Despite the vogue for privatisation, local authorities must remain the backbone of our school service, argues Jeremy Beecham
IS the march of the private sector into our education services unstoppable? Are the days of council-run services numbered? Readers of The TES's privatisation special (January 28) might have been forgiven for thinking so - but they would have been wrong.
As the editorial in the same issue noted, both Tony Blair and David Blunkett confirmed in January that the Government had no intention of privatising all local authority school services, as some clearly want. The vision of authorities simply meeting once a year to review and renew contracts for private firms is pure fantasy.
While not wishing to dispute the facts of the TES survey, different interpretations can be put on the results.
For example, two in ten secondaries were previously in the grant-maintained sector but the survey found that only one in ten of them wanted to see LEAs abolished. This must show that authorities' good work is being recognised by at least half of the former GM sector.
The survey also showed that - unless there was evidence of poor performance - three-quarters of all heads believed most authorities should not be managed by the private sector.
So, although these figures show there is room for improvement, there is no widespread support for privatising education services.
And why should there be when authorities are doing well?The TES has rightly reported the weaknesses of a small minority, but this should not detract from the excellent work of others.
Office for Standards in Schools' inspectors in Lewisham, for instance, received "unsolicited testimonials from headteachers who had been extremely well supported through difficult situations" and "senior LEA managers gave effective professional and personal support well beyond the call of duty".
And, in Warwickshire, inspectors found that 95 per cent of their schools considered the authority's advisory services to be important or essential to school improvement. The question is whether the commitment shown by these authorities to their schools could have been replicated by a privatised service.
As this newspaper pointed out, all authorities and schools use some services from the for-profit sector. Butdrawing a line between, say, payroll services and curriculum advisory services (so that the former can be contracted out) is not easy: try making the distinction to a teacher who has not been paid properly because of the intricacies of the Teachers' Pay and Conditions Document.
The public sector can be just as innovative as the private sector: inspectors found that Solihull, for example, developed "its own successful literacy initiative" ahead of the National Literacy Strategy.
The local authority gains its strength from its community. It has the democratic legitimacy to manage competing demands from all elements of the local education partnership and set the direction of the service to raise standards.
Calls by Chris Woodhead in his annual chief inspector's report for a national funding formula cannot be supported as money for schools will be lost. Local authorities fund the education service to the tune of pound;500 million more than the Government assesses that they should. They thus modify standard funding to reflect particular, local needs. They also distribute money to schools using a funding formula agreed by councils. These functions could not be privatised.
Local government is looking forward and does not want to get stuck in a sterile debate about privatisation. The Local Government Association, with our sister body, the Improvement and Development Agency, is aiming to help authorities meet the twin challenges of Best Value and school improvement.

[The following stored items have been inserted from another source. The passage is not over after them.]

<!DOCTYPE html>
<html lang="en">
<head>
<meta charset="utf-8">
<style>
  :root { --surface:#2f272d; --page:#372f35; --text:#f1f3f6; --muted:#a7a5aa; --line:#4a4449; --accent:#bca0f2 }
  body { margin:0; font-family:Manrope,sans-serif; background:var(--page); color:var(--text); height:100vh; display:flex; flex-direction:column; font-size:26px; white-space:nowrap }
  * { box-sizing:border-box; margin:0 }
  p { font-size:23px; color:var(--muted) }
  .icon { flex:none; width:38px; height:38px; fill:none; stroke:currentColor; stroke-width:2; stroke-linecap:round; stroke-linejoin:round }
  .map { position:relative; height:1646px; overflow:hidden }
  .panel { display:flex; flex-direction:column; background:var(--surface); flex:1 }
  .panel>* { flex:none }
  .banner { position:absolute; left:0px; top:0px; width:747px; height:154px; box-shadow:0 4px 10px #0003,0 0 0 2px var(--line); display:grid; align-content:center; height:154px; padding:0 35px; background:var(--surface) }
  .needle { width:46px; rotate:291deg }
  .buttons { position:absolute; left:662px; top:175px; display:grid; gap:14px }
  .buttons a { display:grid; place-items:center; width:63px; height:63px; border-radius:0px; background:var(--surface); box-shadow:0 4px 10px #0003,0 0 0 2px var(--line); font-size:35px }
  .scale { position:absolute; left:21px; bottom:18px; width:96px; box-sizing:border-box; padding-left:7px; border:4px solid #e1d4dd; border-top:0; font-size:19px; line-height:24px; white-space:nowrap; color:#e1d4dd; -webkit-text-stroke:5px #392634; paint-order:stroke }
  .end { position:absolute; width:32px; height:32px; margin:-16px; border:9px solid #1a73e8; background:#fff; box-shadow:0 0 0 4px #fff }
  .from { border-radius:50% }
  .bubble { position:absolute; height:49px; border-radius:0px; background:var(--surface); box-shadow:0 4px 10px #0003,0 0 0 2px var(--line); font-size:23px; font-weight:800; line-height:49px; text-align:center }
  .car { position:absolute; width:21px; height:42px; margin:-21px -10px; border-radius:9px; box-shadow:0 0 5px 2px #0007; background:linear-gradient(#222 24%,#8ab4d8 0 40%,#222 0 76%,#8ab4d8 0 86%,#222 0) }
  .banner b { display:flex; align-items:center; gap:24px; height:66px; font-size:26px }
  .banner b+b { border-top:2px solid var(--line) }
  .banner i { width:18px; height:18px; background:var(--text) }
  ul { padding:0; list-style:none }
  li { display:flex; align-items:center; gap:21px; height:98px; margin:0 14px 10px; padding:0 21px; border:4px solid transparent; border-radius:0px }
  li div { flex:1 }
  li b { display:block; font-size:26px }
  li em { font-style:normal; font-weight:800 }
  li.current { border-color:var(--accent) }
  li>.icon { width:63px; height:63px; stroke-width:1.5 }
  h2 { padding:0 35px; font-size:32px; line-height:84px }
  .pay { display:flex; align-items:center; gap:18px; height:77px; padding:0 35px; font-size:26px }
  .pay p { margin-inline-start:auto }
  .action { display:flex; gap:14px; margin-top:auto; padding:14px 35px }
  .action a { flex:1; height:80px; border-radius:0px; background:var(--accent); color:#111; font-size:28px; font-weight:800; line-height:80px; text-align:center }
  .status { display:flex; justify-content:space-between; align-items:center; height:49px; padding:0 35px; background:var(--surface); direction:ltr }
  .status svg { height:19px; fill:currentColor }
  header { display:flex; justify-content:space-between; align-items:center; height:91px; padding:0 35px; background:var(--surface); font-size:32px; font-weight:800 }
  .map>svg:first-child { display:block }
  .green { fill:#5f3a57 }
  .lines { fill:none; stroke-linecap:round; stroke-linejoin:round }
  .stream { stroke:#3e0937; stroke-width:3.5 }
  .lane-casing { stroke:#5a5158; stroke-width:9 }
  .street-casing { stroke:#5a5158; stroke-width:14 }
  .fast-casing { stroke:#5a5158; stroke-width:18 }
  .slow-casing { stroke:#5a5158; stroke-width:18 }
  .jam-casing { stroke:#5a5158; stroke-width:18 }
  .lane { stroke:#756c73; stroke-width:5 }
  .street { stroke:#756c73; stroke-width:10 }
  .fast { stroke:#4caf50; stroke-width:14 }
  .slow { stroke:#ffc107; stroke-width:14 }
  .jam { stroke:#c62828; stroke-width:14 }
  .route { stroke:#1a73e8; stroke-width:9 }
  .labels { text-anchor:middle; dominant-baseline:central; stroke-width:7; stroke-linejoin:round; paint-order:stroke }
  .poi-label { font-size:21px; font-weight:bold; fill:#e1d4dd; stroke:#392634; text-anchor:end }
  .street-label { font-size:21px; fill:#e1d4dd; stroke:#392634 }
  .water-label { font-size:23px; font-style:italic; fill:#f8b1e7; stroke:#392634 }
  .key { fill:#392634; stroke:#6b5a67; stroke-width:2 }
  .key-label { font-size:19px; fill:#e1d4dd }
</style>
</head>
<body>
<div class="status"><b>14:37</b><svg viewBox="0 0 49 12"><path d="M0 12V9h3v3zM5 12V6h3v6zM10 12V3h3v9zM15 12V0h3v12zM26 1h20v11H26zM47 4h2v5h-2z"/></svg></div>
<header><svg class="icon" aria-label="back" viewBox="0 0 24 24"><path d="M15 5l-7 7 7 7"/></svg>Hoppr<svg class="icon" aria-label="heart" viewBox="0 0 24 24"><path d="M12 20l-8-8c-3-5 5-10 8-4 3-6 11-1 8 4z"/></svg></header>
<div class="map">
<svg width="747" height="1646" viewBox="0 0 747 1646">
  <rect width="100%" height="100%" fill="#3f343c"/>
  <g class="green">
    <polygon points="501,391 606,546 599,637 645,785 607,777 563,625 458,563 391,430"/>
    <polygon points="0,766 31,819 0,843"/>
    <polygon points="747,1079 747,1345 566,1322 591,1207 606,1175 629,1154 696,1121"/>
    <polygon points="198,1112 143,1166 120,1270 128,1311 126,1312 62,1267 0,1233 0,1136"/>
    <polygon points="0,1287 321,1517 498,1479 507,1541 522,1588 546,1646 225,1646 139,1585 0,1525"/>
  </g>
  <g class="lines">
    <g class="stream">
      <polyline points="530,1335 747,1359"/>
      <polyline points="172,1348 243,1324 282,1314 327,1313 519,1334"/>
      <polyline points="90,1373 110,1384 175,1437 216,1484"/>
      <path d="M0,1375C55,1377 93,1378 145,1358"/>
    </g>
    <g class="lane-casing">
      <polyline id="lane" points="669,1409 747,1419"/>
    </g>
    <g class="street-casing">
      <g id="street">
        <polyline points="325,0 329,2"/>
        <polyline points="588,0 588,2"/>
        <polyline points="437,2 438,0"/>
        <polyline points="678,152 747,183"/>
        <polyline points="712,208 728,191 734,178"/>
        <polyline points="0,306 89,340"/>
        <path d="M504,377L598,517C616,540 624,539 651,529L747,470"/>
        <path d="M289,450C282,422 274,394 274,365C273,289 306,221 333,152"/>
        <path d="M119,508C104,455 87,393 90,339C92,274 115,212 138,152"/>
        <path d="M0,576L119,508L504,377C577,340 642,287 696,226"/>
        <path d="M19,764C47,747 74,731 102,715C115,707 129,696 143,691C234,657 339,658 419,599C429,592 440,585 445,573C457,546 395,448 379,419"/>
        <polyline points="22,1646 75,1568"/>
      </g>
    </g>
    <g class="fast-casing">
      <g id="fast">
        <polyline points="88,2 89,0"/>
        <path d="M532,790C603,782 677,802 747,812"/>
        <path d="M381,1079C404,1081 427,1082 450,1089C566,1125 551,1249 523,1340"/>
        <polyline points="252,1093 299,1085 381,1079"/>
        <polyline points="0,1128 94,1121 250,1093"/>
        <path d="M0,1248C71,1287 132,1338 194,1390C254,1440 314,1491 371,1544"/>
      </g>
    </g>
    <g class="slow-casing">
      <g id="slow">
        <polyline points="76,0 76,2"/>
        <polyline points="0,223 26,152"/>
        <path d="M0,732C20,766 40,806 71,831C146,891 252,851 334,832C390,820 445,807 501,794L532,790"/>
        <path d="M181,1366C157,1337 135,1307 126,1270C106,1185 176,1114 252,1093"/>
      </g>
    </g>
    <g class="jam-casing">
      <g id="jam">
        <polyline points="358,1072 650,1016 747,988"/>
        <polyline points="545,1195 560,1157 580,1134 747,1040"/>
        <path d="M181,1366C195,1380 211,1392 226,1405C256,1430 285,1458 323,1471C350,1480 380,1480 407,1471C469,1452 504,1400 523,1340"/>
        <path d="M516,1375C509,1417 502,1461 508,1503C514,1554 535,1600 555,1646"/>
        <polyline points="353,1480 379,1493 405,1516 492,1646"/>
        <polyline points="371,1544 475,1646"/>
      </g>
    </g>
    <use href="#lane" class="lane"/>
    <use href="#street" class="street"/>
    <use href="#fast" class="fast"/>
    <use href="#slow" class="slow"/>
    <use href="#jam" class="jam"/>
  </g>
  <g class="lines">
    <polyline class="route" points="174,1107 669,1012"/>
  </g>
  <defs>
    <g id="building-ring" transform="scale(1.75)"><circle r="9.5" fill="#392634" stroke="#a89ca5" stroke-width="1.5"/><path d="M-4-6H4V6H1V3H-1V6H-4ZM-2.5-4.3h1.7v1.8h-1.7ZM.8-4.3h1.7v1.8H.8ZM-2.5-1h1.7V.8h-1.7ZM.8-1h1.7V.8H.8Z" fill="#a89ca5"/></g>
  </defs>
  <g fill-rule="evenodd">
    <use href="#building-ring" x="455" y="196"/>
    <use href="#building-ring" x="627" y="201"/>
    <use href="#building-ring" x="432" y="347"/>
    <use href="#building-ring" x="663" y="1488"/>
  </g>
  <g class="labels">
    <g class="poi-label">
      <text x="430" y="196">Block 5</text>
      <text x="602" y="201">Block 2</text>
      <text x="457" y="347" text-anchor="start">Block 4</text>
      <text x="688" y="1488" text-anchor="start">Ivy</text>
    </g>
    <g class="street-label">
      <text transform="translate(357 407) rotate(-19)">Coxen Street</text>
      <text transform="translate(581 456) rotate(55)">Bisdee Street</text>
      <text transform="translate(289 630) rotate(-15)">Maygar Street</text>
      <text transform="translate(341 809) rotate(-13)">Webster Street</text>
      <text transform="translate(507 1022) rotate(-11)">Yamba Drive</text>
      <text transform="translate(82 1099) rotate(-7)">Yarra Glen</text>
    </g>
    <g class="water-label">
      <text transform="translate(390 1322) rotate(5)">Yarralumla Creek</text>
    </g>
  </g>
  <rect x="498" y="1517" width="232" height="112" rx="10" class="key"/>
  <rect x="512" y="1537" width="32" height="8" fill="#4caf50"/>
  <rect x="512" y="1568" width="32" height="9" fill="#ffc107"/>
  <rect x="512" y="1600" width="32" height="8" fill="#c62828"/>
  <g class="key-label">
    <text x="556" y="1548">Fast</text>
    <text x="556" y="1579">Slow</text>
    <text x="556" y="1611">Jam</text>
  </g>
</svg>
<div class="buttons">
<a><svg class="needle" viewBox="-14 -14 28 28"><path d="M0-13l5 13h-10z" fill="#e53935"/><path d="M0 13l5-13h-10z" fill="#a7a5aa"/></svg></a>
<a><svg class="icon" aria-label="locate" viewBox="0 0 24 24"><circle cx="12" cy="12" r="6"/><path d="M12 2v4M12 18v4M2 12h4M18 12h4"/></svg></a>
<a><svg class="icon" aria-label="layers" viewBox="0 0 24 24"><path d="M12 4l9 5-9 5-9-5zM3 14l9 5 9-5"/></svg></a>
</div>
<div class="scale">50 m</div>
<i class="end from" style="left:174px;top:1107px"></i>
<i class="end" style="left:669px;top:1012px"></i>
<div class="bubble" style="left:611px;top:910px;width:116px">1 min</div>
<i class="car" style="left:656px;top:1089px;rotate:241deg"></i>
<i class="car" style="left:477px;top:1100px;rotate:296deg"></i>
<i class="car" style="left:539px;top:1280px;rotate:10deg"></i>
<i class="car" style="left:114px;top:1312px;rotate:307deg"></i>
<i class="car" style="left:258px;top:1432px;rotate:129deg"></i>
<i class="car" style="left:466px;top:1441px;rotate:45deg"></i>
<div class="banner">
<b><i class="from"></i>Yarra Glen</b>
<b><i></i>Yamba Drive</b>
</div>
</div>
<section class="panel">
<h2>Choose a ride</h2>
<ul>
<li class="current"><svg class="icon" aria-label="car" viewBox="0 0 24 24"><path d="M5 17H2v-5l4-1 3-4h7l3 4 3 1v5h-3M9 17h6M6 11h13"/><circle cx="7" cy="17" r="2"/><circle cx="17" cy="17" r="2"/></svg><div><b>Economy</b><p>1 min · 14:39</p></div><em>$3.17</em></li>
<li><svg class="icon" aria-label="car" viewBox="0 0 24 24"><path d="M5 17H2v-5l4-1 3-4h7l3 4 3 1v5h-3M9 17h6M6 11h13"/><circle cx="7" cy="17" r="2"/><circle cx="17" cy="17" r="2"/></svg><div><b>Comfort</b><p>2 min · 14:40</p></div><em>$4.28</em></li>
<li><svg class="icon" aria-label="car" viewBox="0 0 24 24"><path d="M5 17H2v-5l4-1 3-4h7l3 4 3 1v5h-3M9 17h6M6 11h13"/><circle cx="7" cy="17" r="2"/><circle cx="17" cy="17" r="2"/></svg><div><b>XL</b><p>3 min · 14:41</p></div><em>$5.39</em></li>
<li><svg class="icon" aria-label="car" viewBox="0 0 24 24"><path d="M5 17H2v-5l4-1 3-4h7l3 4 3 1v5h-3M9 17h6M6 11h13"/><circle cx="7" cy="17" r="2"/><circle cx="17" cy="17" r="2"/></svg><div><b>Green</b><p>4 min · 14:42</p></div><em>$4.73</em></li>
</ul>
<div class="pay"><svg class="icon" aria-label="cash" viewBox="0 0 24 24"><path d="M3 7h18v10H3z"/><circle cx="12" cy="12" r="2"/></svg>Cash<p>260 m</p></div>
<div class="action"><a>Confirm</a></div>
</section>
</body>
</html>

All education authorities will now have to scrutinise publicly-funded services.
The Best Value framework will enable local authorities to work with their communitiesto decide whether to provide those services directly. Whoever provides them, it is our job to secure services that are not only efficient and effective but match the needs and aspirations of users.
Local government is committed to raising education standards. We are responding to the call made to us by David Blunkett at last month's North of England Conference to challenge all schools to do better, to assist struggling schools, and to intervene to tackle failure. These are the core tasks for the local education authorities of the future and we are up to the challenge.
Sir Jeremy Beecham is chairman of the Local Government Association.